# The age of Frodo



## Snaga (Apr 14, 2004)

Here's a very simple question that occurs to me. Why do you think Tolkien chose to make Frodo 50, and therefore so clearly older than the other 3 hobbits?

Do you think he acts like the eldest hobbit? I think probably not. Merry seems to behave more maturely and responsibly.

In human terms his 50 equates to being in his 30s as opposed to the others who are teens (Pippin) or twenties (Merry and Sam). But whereas many people find themselves to be wanting to explore the world in their youth and settling down in their thirties, Frodo is the reverse. Bilbo at the same age had almost lost his Tookishness.

Umm... DISCUSS!!!

(Is this question lame?)


----------



## Capitan Pirata (Apr 14, 2004)

I think Tolkien gives a lot of importance to age in his characters, I mean, I would say all LOTR characters are old, but the ones who are older represent more wisdom, courage , more respect, more power.
Frodo had to be the older hobbit, coz he was the one with such an important mission  , such a big problem on his shoulder. For me he was just ok, he represent the older hobbit, bearing with strenght the evil of the ring.
And Pippin, as the youngest: he represent the unexperience, maybe be a little bit of irresponsibility.
Something like that


----------



## Inderjit S (Apr 14, 2004)

Is age really important? Túrin, Tuor, Húrin, and Huor were pretty "young" heroes, or at least they achieved amazing feats when they were young. But then again they were exceptions. Tolkien also stresses how the Elves, who stayed "young" for a long time (compared to Men) and that their "childhood" years were the best of their lives. Dwarves such as Dáin Ironfoot II were also marked out as brilliant "youths". The Númenórean desire for immortality meant that gradually their life-spans shortened, because of their perfidious deeds-is Tolkien showing that as their wisdom decreased their age followed? The Gondorian age decline was also worrying, as they lost their Númenórean "blood" and because of the effect of them being separated from their now destroyed home-land. They were becoming 'middle-men' as Faramir points out to Frodo. As their ages increased the Valar became more "impotent" then before. Is there any significance in this? Aragorn states that he is wise enough to be trusted with Gandalf's wisdom and knowledge. He mentions his age as a factor in his "wisdom". According to some men, men's life-spans were shortened because of their Morgoth worship, which acted as an anathema to their "nature". They were "cursed" with earlier deaths so that they could "absolve" (in a way) from their Morgoth-worship and admit who the real god is. 

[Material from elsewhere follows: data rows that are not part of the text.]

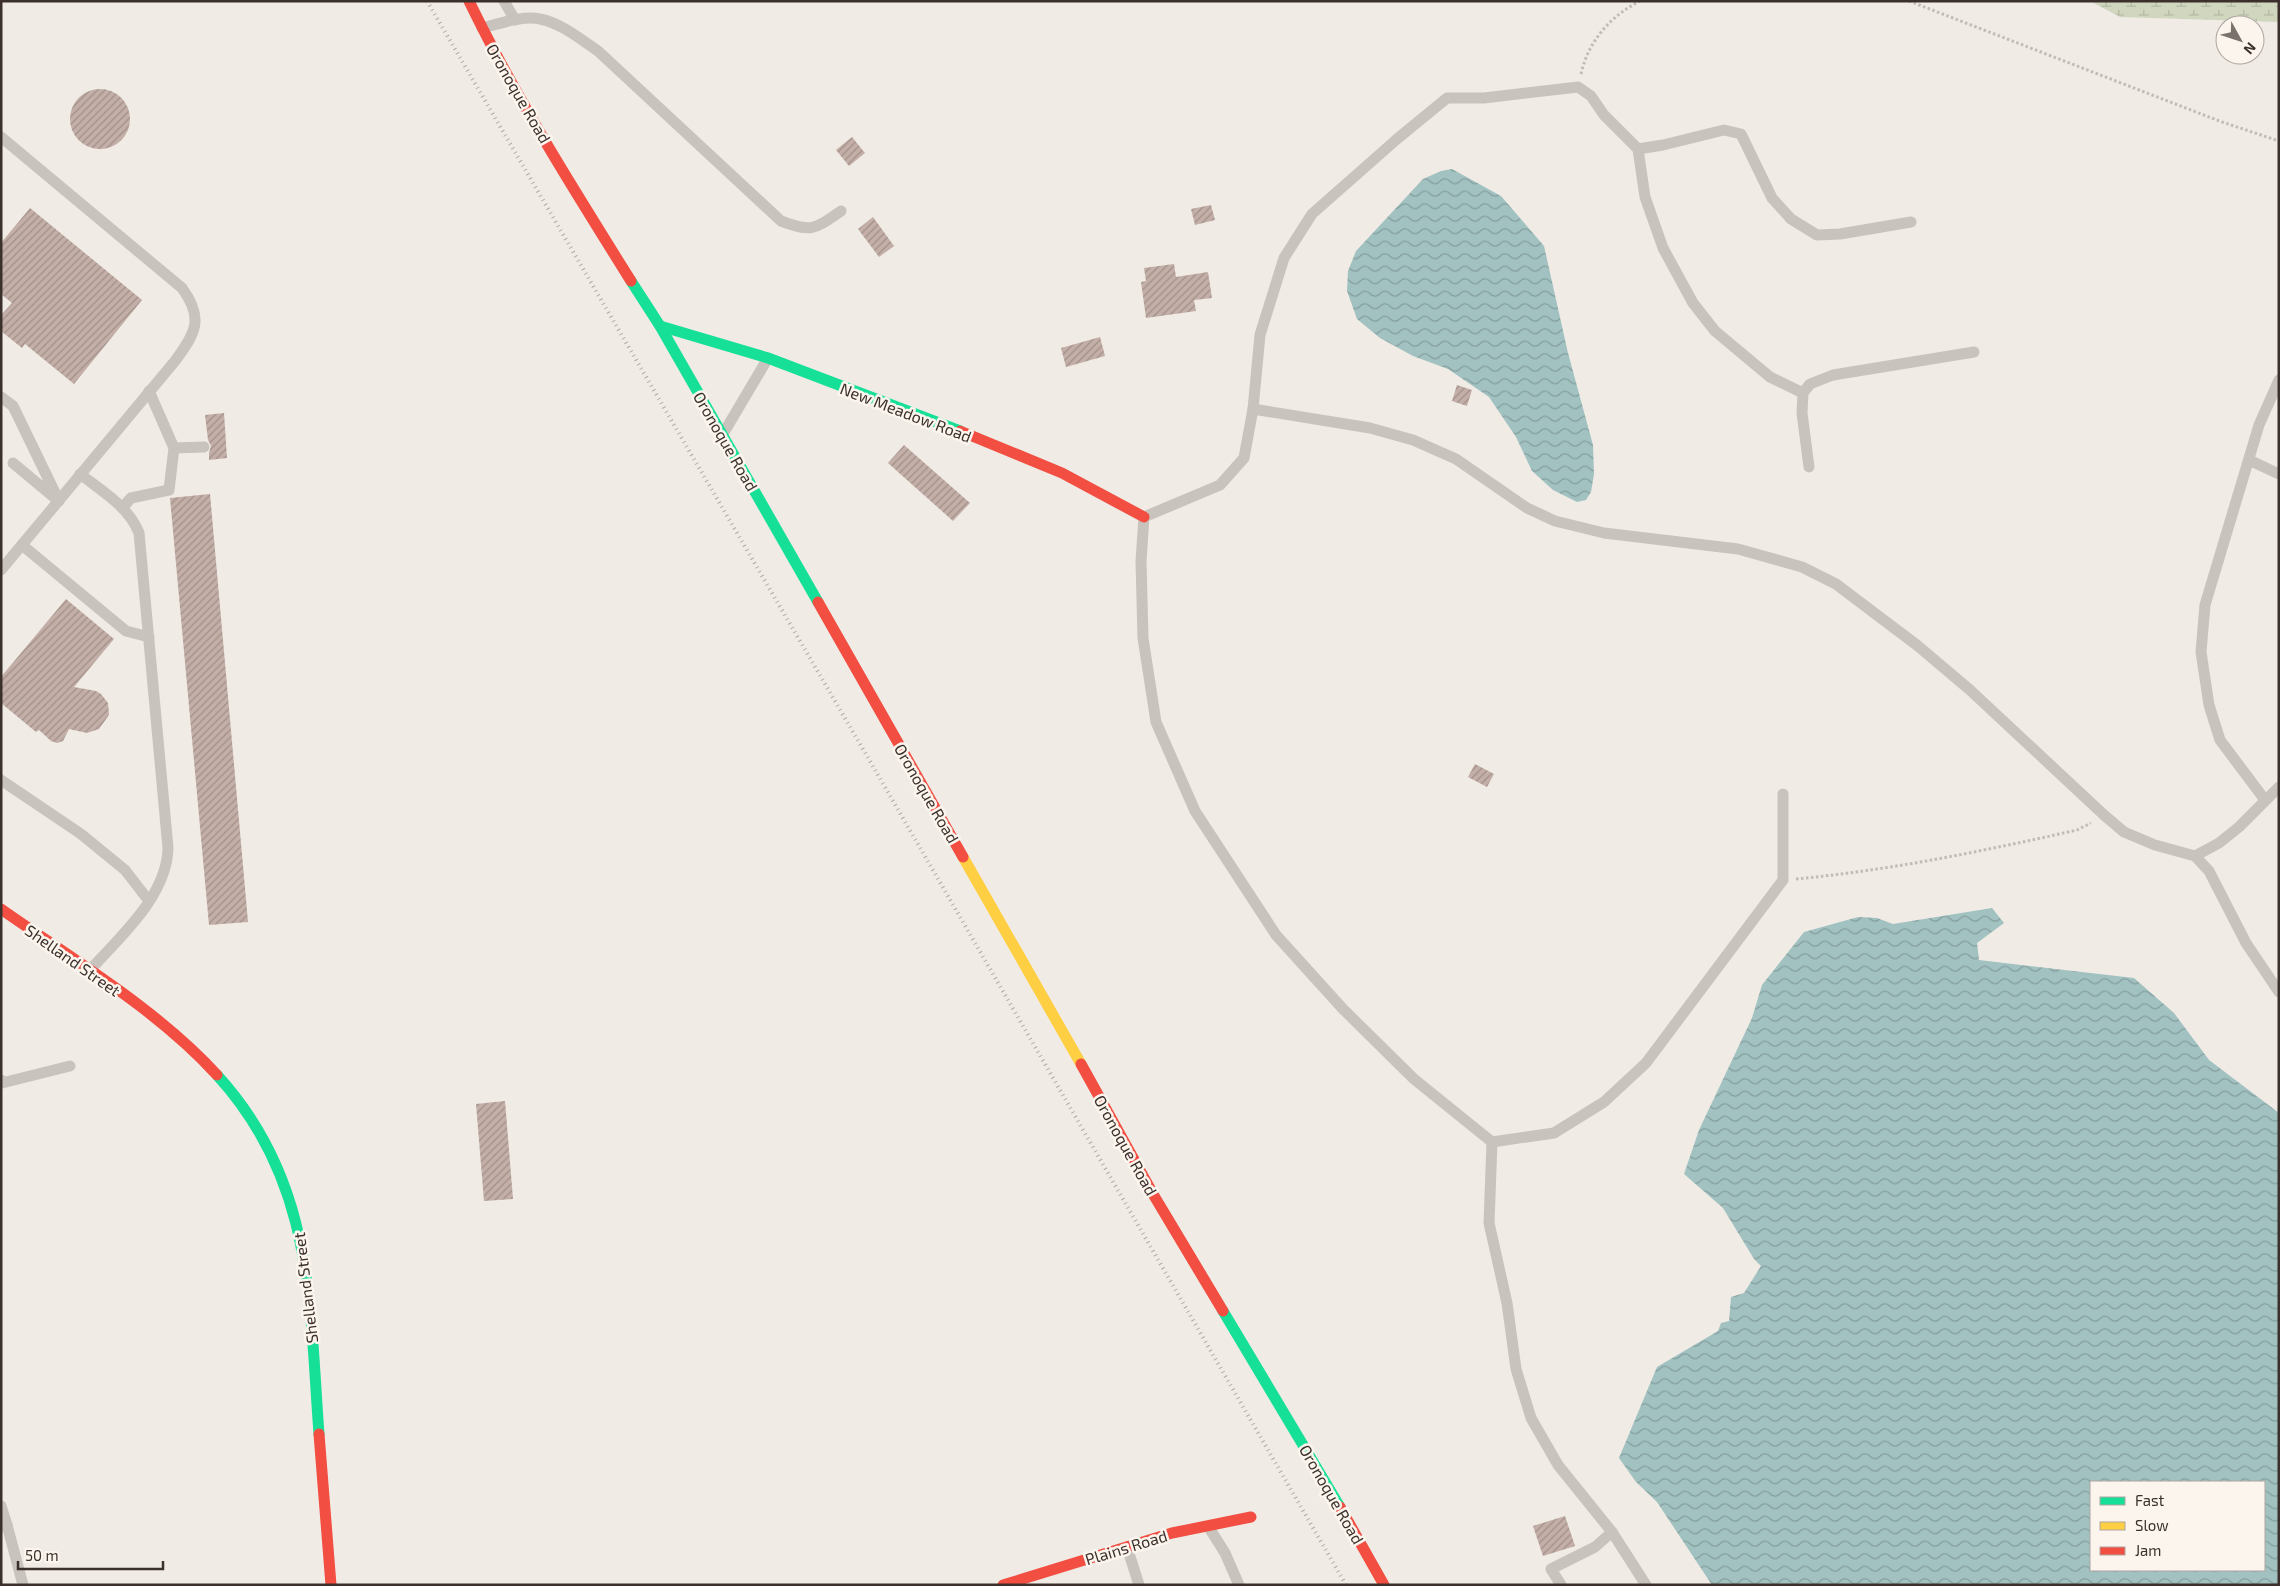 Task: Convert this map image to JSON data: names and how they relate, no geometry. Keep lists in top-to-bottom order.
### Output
{
  "streets": {
    "street": [
      "Oronoque Road",
      "New Meadow Road",
      "Shelland Street",
      "Plains Road"
    ]
  },
  "crossings": [
    ["Oronoque Road", "New Meadow Road"]
  ],
  "legend": ["Fast", "Slow", "Jam"],
  "scale_bar": "50 m",
  "north": "bottom right"
} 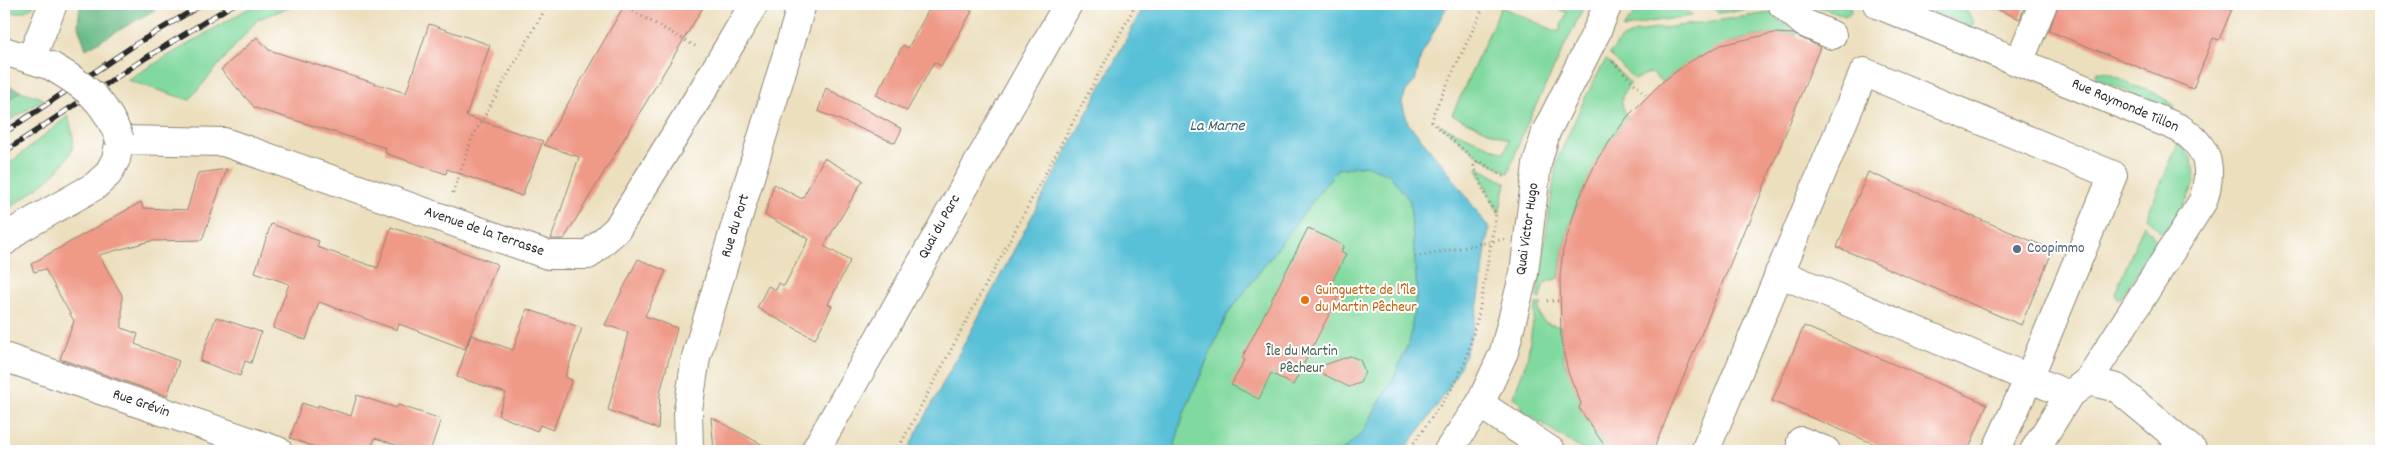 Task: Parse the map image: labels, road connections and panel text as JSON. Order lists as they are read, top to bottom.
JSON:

I think a "mature" Frodo would have been better then an immature one. I think a immature protagonist would have wrecked the storyline. I think Frodo is a lot wiser then Merry. Gandalf and Bilbo thought him "the best hobbit in the Shire." He was a lot more worldly and the other hobbits and events like the barrow-wight, Weathertop and him being the ring-bearer help crystallise his wisdom. Faramir comments on Frodo's "wisdom" as opposed to Sam's rather impetous "folly" him and Goldberry both notice the aura of "elvishness" which he exudes.


----------



## Ithrynluin (Apr 14, 2004)

I think Frodo was quite mature, if a little inexperienced with the world at large (yet more experienced than your average hobbit). I guess he would also be more prone to 'waver' in comparison to Merry, since it was Frodo who bore this incredibly hefty burden that weighed him down on more than one occasion, his very ability to reason was clouded by the evil whispers of the Ring.


----------



## Snaga (Apr 14, 2004)

I know what Gandalf and Bilbo thought, Indy. But it doesn't always seem borne out by the facts.

Frodo seems to take a very near-sighted approach to everything. Walking across country in the Shire for fun (although that was fortuitous). The prancing on the table at the Prancing Pony. Even trying to use the ring to trick Bombadil. He seems to have a big Tookish streak. He is under pressure, but he doesn't display much pragmatism. Even at Rivendell he doesn't properly study the maps.

Merry, by contrast sorts out Crickhollow, organises the conspiracy; more or less leads the hobbits through the Old Forest; stays out of the Common Room at Bree; and has studied the maps well enough to be able to explain to Pippin where Fangorn is.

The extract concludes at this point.